Return, exactly as written, every line from the first line of the data below through the line that contains "For a GIS import: Describe the map".

◇ ◇ ◇ ◇ ◇ ◇ ◇

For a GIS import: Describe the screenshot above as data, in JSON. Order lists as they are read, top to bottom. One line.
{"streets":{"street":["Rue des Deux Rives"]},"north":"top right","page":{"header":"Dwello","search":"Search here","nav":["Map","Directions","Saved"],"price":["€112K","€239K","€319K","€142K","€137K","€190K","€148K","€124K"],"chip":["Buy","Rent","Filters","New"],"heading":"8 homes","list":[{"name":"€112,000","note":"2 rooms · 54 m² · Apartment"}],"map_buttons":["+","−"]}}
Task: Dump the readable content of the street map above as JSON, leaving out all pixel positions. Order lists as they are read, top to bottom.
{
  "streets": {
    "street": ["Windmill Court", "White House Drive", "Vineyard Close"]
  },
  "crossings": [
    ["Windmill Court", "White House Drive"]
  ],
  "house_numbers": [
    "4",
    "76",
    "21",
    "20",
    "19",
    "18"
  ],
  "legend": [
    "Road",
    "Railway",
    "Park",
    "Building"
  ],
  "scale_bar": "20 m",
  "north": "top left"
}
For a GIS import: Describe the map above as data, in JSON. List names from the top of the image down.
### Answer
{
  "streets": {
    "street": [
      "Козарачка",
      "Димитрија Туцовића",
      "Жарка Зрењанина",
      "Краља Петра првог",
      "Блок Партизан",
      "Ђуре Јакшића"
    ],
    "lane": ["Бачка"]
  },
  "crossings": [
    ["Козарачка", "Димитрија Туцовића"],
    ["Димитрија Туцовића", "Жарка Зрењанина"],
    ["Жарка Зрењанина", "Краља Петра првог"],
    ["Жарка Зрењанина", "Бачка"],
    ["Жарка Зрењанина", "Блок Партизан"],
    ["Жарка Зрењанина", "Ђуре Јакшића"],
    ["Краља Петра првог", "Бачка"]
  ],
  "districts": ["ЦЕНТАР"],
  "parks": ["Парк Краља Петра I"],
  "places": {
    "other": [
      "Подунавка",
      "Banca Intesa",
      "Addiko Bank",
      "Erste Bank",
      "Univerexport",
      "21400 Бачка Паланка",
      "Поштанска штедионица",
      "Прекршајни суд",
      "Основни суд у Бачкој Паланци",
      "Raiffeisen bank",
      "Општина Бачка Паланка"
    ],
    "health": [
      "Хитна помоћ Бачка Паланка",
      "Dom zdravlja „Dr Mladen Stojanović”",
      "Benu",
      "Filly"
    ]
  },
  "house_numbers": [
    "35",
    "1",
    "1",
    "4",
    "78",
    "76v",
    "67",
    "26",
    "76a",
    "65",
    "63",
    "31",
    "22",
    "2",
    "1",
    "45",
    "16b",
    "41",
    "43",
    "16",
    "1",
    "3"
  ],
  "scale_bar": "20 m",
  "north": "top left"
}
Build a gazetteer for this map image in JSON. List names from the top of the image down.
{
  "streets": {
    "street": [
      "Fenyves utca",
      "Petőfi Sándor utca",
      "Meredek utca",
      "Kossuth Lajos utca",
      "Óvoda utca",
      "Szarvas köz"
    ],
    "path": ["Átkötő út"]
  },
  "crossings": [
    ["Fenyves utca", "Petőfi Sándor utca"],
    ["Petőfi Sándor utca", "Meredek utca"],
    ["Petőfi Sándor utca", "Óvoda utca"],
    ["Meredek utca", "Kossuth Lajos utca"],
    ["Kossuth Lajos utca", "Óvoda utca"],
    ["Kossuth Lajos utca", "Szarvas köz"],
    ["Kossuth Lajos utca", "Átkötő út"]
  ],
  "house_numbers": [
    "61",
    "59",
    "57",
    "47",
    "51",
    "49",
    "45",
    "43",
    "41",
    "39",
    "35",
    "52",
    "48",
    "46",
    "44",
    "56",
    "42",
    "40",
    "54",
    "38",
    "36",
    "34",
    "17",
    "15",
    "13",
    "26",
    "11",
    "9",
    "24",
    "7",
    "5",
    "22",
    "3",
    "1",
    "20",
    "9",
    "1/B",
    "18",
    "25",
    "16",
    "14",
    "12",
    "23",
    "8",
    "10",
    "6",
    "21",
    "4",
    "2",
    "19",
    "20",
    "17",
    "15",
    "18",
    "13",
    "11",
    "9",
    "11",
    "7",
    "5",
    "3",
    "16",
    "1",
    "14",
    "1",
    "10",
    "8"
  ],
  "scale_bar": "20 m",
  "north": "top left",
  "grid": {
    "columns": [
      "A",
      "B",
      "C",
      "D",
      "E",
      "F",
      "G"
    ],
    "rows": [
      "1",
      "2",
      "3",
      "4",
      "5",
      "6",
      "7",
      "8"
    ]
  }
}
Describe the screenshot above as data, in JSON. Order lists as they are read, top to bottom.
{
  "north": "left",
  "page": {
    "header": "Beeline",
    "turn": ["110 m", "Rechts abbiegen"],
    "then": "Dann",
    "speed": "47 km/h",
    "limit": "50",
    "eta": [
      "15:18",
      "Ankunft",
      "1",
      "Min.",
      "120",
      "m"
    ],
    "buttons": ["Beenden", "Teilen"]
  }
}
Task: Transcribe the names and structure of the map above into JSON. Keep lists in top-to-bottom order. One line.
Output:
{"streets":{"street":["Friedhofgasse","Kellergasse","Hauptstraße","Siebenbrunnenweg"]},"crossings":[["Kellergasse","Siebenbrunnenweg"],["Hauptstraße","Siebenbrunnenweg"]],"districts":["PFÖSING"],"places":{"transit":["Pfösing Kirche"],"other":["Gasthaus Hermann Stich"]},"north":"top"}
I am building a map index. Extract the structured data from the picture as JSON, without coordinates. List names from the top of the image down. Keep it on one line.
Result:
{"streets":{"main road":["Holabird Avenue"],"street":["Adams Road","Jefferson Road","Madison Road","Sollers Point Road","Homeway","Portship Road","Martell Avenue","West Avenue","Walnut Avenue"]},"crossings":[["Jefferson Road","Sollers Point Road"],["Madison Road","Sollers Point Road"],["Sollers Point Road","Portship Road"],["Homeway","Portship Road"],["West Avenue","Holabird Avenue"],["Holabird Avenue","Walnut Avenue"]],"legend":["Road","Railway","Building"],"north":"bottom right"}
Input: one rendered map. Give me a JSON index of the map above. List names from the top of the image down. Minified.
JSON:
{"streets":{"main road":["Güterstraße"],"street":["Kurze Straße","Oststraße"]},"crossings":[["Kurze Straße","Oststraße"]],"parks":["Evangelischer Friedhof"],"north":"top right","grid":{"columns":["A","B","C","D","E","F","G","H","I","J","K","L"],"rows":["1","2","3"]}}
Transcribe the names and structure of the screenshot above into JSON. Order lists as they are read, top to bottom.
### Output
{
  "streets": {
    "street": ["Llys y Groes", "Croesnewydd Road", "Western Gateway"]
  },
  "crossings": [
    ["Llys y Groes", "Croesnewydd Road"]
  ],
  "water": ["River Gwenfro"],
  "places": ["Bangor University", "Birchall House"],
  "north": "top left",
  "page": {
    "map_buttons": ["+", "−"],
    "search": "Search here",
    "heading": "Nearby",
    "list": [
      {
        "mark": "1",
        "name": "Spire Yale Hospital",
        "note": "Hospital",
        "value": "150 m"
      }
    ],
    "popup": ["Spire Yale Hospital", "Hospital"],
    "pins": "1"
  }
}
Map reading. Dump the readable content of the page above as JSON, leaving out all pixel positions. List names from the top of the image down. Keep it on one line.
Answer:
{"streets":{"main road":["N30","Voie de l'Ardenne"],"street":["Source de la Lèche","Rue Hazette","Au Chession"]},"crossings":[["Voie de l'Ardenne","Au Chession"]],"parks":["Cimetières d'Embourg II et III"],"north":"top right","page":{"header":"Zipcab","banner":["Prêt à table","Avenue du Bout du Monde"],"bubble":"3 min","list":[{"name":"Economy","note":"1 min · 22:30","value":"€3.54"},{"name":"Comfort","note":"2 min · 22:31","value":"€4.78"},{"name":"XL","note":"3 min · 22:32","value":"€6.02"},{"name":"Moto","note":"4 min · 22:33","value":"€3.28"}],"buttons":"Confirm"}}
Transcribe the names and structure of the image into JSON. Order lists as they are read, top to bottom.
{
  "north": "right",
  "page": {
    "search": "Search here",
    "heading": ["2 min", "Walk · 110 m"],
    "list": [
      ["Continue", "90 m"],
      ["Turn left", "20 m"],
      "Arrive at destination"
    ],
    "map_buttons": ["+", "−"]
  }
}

◇ ◇ ◇ ◇ ◇ ◇ ◇

Answer space
For a GIS import: Describe the screenshot above as data, in JSON. Order lists as they are read, top to bottom. One line.
{"streets":{"street":["Rue des Deux Rives"]},"north":"top right","page":{"header":"Dwello","search":"Search here","nav":["Map","Directions","Saved"],"price":["€112K","€239K","€319K","€142K","€137K","€190K","€148K","€124K"],"chip":["Buy","Rent","Filters","New"],"heading":"8 homes","list":[{"name":"€112,000","note":"2 rooms · 54 m² · Apartment"}],"map_buttons":["+","−"]}}
Task: Dump the readable content of the street map above as JSON, leaving out all pixel positions. Order lists as they are read, top to bottom.
{
  "streets": {
    "street": ["Windmill Court", "White House Drive", "Vineyard Close"]
  },
  "crossings": [
    ["Windmill Court", "White House Drive"]
  ],
  "house_numbers": [
    "4",
    "76",
    "21",
    "20",
    "19",
    "18"
  ],
  "legend": [
    "Road",
    "Railway",
    "Park",
    "Building"
  ],
  "scale_bar": "20 m",
  "north": "top left"
}
For a GIS import: Describe the map above as data, in JSON. List names from the top of the image down.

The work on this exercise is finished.